Ketika saya menjadi kritikus televisi untuk Los Angeles Times, di awal tahun 2007, banyak orang mengatakan kepada saya bahwa itu adalah Ide yang Sangat Buruk. Mengapa saya harus berhenti dari pekerjaan sebagai penulis film untuk mengulas TV? Bukankah saya tahu “The Sopranos” akan berakhir? Dan bahwa, dengan beberapa pengecualian penting, acara televisi dengan naskah asli sudah mati, terbunuh oleh acara TV realitas dan konten Internet yang tak ada habisnya?

Untungnya, saya tidak mendengarkannya sama sekali; sebagai gantinya saya dapat menonton dan menulis tentang salah satu revolusi artistik paling menakjubkan di zaman kita. Dengan adanya pendulum (dan kecenderungan Hollywood untuk bersikap berlebihan), televisi kini menghadapi krisis keuangan yang sebagian besar disebabkan oleh periode pertumbuhan yang luar biasa itu.
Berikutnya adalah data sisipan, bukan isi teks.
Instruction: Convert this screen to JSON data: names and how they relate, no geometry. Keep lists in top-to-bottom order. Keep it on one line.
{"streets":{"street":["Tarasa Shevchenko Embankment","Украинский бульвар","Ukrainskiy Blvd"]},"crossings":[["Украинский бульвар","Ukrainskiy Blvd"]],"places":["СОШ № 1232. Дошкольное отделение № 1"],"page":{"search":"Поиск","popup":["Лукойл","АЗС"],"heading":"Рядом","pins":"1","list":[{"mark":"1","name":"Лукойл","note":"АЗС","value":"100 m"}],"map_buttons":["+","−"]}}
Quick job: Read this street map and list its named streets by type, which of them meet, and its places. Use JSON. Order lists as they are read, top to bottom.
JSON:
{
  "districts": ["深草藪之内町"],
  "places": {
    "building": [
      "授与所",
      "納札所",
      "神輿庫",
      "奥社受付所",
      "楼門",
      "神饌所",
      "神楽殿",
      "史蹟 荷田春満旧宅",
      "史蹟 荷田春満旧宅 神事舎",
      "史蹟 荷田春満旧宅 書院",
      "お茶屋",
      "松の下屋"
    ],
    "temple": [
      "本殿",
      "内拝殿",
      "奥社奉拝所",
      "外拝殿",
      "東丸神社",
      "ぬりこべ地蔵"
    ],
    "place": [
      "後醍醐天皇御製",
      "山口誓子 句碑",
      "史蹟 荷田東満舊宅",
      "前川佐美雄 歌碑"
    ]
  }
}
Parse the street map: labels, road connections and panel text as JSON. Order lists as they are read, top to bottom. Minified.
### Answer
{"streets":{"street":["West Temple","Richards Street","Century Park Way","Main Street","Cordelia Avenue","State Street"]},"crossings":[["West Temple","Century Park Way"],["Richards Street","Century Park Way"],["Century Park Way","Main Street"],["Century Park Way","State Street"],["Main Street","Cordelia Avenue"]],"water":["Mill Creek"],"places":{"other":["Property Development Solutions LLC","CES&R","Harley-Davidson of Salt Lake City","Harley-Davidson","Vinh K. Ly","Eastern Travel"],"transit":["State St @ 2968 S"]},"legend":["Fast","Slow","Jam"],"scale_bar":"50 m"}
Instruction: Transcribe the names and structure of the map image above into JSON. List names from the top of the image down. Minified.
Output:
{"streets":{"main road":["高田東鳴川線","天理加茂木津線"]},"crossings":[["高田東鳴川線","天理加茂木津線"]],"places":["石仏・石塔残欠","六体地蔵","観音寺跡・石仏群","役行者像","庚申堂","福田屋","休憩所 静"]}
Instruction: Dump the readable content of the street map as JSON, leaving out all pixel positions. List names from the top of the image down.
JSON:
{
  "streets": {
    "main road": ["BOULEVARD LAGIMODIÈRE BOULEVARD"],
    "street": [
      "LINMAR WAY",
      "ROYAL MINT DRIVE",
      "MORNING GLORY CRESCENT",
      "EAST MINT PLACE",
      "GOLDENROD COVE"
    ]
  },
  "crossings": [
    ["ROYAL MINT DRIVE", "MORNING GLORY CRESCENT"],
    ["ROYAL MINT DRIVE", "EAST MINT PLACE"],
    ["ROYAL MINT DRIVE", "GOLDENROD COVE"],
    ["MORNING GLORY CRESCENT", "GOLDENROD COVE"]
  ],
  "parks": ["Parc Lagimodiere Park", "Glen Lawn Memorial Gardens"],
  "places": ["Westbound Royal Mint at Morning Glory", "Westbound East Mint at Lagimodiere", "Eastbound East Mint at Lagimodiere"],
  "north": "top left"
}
Namun, meskipun industri ini sedang dalam fase penghematan, tidak seorang pun meramalkan kehancuran bentuk seni ini sepenuhnya.

Saya teringat televisi pada tahun 2007 setiap kali sekelompok pakar mengumumkan waktu kematian untuk sesuatu. Saya tentu saja memikirkannya sebulan yang lalu ketika begitu banyak orang mengumumkan matinya menonton film.

Di bulan Mei, “Pria yang Jatuh” “Furiosa: Kisah Mad Max” Dan “Film Garfield” gagal memenuhi harapan pra-rilis. Alih-alih mempertanyakan kebijaksanaan dari harapan itu sendiriBahasa Indonesia: terutama karena mogoknya para penulis dan aktor, industri ini, dan banyak dari mereka yang meliputnya, lebih suka mengumumkan bahwa langit sedang runtuh.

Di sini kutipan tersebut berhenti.